The next day, we met our neighbors, Isa and Olivia. They were cool and from Miami. Olivia was so tall and interesting, and she had the best cheekbones. Isa was so friendly and hip, and I think the first time we actually talked she had just come from Trader Joe’s with a yoga mat under her arm. I’m not really sure how our friendship of four came to be, but it was the most natural evolution I can’t remember.
The Thursday after school began, we went to my first frat party. I was shocked and energized. I could feel it was the beginning of something fantastic, and that my life would be interesting with these three around. All my worries about college melted away when I was with them. Sometimes I think they probably saved me.
We’ve all picked up each other’s personality traits and little sayings. I’ll walk my friends to classes so we can talk more because we never seem to be done talking. And I thought the transition from home to college would be hard, but my friends have kindly given me another home to which I’m excited to return.
Throughout these weird, weird first four months of college, they’ve done so much for me. If you have friends like mine, I’m sure they’ve done variations of these things for you, and I’m sure you’ve done the same for them. If you have a good friend, you’ll know these next lines all too well:
They’ll talk to you on the phone while you’re walking down Com Ave at 2 a.m. crying about a boy who won’t even matter in the morning.
They’ll make your first birthday away from home extra special.
They’ll think of clever responses to boys over text while you scream on the floor out of excitement and nervousness and dread and laughter.
They’ll sacrifice themselves for a selfie that you want to send to a guy.
They’ll hop a fence with you and help you fix your tights after they rip from getting caught in the wiring (Thanks Sophie).
They’ll tell you that zit you’ve been agonizing over is unnoticeable to the naked eye.
They’ll stay up and have random dance parties with you.
They’ll encourage you to see that boy.
Then, if that boy ghosts you, they’ll tell you he never deserved you, and you’ll actually believe them because they’re always right.

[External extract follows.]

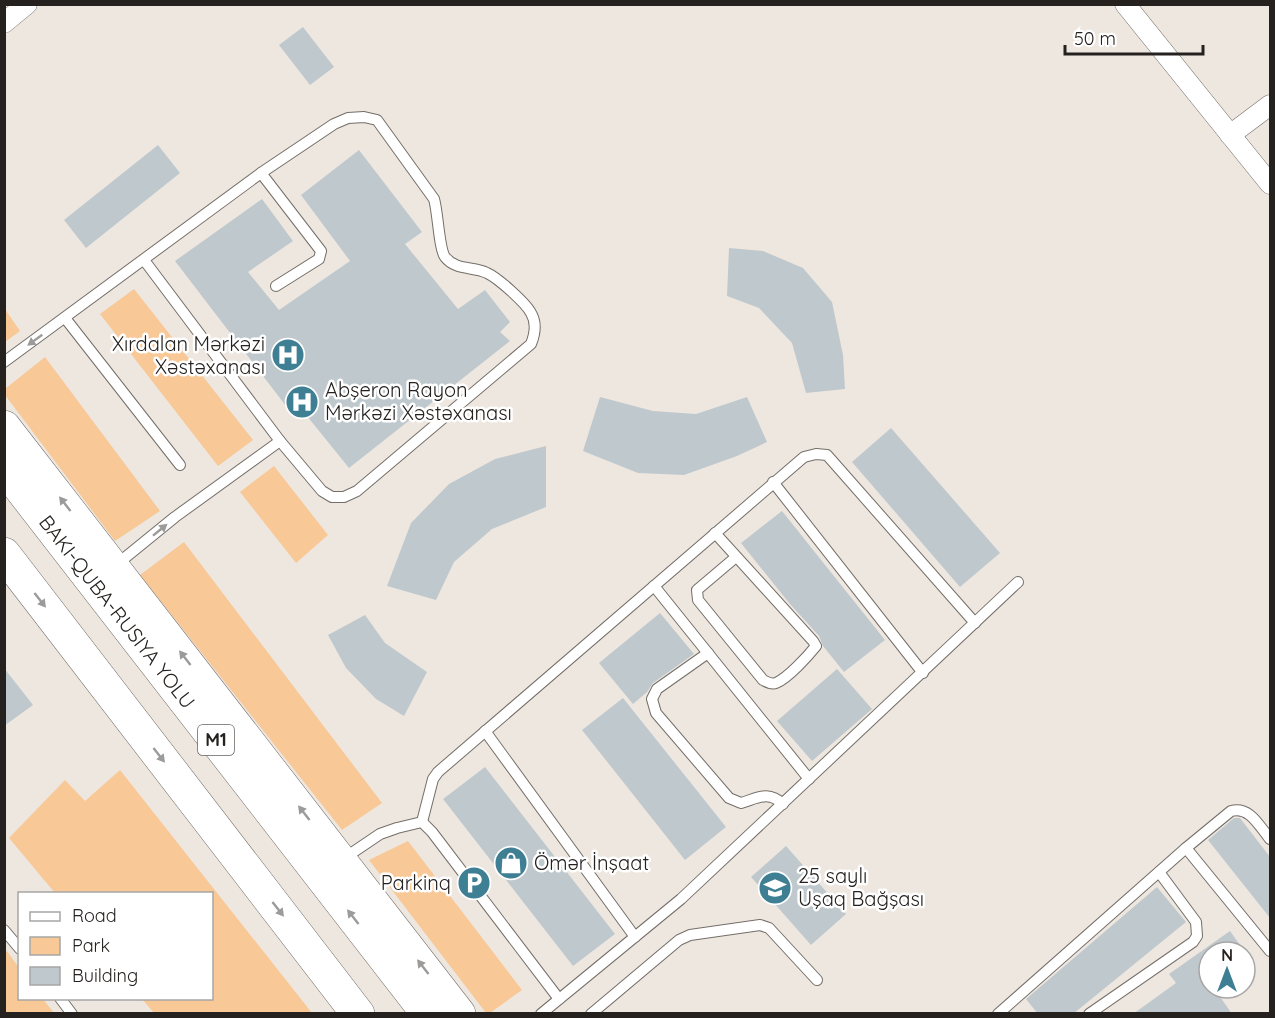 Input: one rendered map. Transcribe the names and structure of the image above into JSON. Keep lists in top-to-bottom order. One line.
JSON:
{"streets":{"highway":["M1"]},"places":{"hospital":["Xırdalan Mərkəzi Xəstəxanası","Abşeron Rayon Mərkəzi Xəstəxanası"],"shop":["Ömər İnşaat"],"parking":["Parkinq"],"school or university":["25 saylı Uşaq Bağşası"]},"legend":["Road","Park","Building"],"scale_bar":"50 m","north":"top"}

And here’s the thing. I would, and have done, the same things for them, and I’ve never questioned it. I’ve learned a lot about friendship within the past few months, and one of the most important lessons is that friendship is about being selfless; however, friendship is also about being selfish. To clarify, I do favors for my friends all the time, but when I need something, I ask selfishly, and they’re there. Sometimes friendship is making your friend a bomb toga when she’s panicking and must be at the party in twenty minutes.
And I want to say this, especially, to all the girls reading: put your friends first. Let boys be an afterthought right now. Because boys come and go with seasons, but your real friends stay all year long and listen. Years from now when I’m old and look back at who I was and who I became, I’ll think of them as the people who introduced me to my new life. Without them, I would be different. And that is worth more than I can ever repay because I love who I am with them.